I arathoned Waterdeep: Dragon Heist in two days leading up to pax unplugged last year. Did the whole thing in about 20ish hours of play with 9 players.

I’m a pretty good dm and can handle so many players and all that and thank the gods I am because you will be doing so much heavy lifting to make sense out of that adventure. I’ve been running pre-written adventures since the Savage tide in dungeon magazine. I’m no stranger here to the format.

It feels like this adventure was mismatched or mismanaged and the final product has a hydra like design goal. like if the scope was a little honed in it’d be better. Right now it feels like 5 cool ideas but the best parts of them were left on the cutting room floor. I would not recommend that adventure to anyone old or new. It’s an anemic adventure to say the least.

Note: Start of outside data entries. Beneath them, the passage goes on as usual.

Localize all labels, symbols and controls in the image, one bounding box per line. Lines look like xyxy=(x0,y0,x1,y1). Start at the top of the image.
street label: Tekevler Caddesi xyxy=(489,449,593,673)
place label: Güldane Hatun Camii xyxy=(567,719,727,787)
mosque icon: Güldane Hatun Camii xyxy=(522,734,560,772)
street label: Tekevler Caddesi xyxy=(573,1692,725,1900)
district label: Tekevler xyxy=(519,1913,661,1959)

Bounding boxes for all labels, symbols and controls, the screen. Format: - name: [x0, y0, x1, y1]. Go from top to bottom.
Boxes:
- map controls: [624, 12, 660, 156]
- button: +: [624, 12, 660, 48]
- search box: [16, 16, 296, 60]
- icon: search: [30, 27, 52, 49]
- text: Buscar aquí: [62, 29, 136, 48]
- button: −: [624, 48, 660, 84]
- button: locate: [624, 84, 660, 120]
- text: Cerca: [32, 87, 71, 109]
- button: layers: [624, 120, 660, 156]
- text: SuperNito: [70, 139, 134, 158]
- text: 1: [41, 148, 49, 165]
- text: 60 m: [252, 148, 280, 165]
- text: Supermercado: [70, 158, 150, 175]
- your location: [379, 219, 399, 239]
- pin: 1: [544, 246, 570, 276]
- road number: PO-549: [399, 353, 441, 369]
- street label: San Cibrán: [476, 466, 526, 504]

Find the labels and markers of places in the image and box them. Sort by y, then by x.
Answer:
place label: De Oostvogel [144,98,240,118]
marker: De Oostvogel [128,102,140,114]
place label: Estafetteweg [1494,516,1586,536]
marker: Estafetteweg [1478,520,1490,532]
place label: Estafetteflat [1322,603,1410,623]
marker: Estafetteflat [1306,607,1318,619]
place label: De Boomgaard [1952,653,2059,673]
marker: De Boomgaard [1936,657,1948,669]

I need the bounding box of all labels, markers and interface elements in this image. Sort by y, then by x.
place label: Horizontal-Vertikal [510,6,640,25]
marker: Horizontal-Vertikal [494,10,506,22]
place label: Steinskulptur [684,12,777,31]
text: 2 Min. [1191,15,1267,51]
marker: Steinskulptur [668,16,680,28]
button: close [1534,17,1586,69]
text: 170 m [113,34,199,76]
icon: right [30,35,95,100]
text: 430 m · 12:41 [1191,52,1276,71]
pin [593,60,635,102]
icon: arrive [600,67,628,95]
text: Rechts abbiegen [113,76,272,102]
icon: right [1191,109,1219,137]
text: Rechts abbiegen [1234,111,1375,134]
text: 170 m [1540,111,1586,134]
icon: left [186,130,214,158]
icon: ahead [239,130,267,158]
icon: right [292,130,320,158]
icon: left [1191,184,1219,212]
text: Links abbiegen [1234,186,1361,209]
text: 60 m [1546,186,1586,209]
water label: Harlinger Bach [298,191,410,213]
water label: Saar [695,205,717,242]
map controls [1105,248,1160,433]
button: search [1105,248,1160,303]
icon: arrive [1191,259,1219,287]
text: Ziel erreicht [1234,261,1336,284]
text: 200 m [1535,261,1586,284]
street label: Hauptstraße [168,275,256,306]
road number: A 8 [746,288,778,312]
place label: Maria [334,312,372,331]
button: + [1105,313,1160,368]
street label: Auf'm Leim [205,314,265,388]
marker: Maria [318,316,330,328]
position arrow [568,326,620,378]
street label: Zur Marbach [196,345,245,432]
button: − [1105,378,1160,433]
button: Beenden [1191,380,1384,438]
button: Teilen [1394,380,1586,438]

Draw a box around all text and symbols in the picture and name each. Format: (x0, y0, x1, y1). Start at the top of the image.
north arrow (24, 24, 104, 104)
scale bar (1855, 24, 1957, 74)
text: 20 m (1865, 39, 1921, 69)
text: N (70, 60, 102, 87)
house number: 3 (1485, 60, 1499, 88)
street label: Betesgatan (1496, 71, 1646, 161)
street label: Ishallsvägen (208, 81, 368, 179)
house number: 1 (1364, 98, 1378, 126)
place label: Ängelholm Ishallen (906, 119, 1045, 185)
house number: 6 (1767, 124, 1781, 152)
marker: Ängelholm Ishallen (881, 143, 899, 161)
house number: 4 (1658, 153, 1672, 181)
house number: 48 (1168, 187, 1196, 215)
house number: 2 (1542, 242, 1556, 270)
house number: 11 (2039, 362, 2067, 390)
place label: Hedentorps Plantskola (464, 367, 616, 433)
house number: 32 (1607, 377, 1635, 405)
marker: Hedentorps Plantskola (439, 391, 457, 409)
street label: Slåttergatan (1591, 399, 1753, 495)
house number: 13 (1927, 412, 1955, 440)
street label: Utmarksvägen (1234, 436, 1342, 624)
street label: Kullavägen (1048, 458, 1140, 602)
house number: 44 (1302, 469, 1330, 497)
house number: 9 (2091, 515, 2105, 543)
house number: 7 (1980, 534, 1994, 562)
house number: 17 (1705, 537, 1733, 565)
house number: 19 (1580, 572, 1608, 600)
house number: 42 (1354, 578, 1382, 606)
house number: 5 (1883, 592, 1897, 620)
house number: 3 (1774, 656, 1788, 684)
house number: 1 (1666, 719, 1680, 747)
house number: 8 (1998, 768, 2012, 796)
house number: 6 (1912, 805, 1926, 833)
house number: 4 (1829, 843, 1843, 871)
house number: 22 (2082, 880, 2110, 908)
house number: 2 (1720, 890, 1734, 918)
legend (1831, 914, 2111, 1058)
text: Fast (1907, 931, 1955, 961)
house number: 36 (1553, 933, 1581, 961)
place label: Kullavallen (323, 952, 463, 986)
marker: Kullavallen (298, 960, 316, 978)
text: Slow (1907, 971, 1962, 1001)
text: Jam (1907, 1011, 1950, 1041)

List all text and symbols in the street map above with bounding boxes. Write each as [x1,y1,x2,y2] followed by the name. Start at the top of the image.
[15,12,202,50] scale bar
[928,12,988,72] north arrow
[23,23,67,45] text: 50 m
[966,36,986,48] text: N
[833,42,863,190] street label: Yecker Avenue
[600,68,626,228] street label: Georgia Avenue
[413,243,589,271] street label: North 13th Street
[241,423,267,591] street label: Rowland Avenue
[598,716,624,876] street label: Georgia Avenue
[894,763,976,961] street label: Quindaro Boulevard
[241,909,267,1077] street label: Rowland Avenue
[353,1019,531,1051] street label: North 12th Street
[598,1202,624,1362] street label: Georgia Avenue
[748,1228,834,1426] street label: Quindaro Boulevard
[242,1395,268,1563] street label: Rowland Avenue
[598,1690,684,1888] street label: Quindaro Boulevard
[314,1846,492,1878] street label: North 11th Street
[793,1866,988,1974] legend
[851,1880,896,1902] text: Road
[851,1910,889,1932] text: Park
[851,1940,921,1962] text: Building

Beware: there is no heist as written for the PCs, the game feels more like the ready player one of forgotten realms, full of winks and references to cool things and people but of little substance. There’s a lot of “hey look at this cool thing or person. It’s cool right?! wink” but the players don’t have a lot of fictional flexibility in the game. no touching. Only look at how cool this was, PCs!

If you’re like me and like priming players and setting expectations, be aware that nowhere in that adventure does it declare a critical part of that adventure being you must be cool with owning a tavern and dealing with the classic FR factions. Those are a must to get any mileage out of this one.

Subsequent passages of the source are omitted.